*** RECORDS SHOWN Section Begins ***

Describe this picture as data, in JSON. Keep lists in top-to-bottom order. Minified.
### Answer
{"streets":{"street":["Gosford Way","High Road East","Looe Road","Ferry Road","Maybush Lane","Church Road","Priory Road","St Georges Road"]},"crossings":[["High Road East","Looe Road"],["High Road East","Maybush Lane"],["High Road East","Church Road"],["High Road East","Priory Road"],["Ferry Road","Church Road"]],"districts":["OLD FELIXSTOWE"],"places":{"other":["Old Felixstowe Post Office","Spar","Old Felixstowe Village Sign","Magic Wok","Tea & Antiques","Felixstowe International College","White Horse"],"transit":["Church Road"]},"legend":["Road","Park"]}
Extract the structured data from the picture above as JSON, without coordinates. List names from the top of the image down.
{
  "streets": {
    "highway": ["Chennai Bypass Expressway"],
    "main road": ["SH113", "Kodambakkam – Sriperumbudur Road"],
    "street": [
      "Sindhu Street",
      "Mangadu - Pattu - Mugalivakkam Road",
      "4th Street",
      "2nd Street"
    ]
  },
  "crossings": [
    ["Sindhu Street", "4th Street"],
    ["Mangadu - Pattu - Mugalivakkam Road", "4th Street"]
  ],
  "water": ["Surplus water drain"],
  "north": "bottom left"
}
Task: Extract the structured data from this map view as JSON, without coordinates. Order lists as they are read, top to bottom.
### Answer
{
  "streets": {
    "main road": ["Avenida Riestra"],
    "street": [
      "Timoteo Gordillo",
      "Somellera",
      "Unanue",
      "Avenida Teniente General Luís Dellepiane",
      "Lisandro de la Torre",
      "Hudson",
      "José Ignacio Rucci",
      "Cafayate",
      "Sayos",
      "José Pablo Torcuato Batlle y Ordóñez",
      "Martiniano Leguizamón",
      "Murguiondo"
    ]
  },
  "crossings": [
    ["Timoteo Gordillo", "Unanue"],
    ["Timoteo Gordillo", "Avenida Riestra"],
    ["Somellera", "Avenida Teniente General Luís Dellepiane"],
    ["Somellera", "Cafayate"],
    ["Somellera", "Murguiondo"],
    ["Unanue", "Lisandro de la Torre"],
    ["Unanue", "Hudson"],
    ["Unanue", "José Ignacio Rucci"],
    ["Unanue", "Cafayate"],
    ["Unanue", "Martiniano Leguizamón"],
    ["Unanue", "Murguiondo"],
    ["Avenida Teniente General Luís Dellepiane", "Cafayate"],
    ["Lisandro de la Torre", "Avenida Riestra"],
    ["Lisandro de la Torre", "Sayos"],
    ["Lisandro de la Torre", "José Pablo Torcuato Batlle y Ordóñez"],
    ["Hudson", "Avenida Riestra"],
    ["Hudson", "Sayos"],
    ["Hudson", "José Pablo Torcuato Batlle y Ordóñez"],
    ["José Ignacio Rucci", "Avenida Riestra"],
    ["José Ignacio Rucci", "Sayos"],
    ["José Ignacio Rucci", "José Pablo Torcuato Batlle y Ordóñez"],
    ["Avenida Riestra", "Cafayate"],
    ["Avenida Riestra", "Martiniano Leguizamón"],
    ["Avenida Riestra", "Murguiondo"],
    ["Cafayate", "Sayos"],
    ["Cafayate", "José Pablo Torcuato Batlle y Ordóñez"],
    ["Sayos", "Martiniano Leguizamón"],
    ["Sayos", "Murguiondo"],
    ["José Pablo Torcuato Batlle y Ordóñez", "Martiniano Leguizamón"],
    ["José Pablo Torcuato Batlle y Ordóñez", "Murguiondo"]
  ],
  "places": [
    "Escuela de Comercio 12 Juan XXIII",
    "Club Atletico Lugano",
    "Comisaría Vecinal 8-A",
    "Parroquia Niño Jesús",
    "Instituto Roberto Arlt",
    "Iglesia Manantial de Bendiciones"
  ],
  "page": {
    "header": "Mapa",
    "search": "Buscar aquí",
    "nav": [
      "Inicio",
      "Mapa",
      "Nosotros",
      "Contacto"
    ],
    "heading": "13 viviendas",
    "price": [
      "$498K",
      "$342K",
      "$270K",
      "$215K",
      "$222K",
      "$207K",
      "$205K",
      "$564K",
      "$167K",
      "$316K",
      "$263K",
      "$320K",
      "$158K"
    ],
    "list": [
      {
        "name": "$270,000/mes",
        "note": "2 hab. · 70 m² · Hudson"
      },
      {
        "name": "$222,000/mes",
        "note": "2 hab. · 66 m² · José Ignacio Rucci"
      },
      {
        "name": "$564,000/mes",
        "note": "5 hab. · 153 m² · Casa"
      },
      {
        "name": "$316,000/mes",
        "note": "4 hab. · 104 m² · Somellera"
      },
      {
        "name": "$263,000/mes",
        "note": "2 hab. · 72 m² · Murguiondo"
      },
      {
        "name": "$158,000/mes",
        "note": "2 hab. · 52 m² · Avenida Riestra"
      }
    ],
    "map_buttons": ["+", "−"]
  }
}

*** RECORDS SHOWN Section Ends ***

§ TASK GOAL
All lines of the data that hold "this" need to be copied.

§ OUTPUT BELOW
Describe this picture as data, in JSON. Keep lists in top-to-bottom order. Minified.
Task: Extract the structured data from this map view as JSON, without coordinates. Order lists as they are read, top to bottom.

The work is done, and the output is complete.